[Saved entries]
"""
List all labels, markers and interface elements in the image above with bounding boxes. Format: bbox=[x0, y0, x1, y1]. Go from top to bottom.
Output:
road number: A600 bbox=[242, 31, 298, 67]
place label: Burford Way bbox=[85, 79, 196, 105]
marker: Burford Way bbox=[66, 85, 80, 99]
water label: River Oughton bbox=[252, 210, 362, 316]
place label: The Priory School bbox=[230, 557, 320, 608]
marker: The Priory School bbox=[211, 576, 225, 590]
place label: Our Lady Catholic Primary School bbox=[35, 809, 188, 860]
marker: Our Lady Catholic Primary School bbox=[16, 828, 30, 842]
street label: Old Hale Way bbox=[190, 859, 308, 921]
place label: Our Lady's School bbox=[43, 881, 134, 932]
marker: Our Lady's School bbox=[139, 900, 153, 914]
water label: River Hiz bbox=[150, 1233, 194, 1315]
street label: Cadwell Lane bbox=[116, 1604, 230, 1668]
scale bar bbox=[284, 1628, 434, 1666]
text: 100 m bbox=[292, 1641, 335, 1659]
"""
"""
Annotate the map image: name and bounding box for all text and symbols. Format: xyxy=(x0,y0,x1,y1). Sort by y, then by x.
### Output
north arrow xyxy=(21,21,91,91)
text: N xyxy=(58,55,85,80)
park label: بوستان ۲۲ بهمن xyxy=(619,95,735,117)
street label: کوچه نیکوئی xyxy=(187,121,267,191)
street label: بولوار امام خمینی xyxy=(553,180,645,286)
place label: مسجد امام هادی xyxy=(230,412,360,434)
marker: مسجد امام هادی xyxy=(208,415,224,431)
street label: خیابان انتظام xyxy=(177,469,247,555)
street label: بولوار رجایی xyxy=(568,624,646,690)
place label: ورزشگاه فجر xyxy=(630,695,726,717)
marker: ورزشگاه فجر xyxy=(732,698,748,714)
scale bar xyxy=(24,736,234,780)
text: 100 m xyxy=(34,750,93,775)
"""
"""
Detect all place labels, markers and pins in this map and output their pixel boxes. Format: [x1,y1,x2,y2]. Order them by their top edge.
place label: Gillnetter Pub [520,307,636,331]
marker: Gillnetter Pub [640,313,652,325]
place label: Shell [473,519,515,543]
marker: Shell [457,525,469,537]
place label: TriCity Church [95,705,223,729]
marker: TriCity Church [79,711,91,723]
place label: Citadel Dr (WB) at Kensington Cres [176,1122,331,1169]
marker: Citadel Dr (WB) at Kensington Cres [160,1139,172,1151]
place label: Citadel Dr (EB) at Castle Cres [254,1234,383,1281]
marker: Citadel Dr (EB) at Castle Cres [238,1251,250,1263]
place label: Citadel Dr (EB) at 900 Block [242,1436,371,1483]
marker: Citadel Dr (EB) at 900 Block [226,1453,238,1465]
"""
**REQUIRED WORK:** Lines with the word "image" in them are the answer; report each one from the data.

**RESPONSE TO THIS EXERCISE:**
List all labels, markers and interface elements in the image above with bounding boxes. Format: bbox=[x0, y0, x1, y1]. Go from top to bottom.
Annotate the map image: name and bounding box for all text and symbols. Format: xyxy=(x0,y0,x1,y1). Sort by y, then by x.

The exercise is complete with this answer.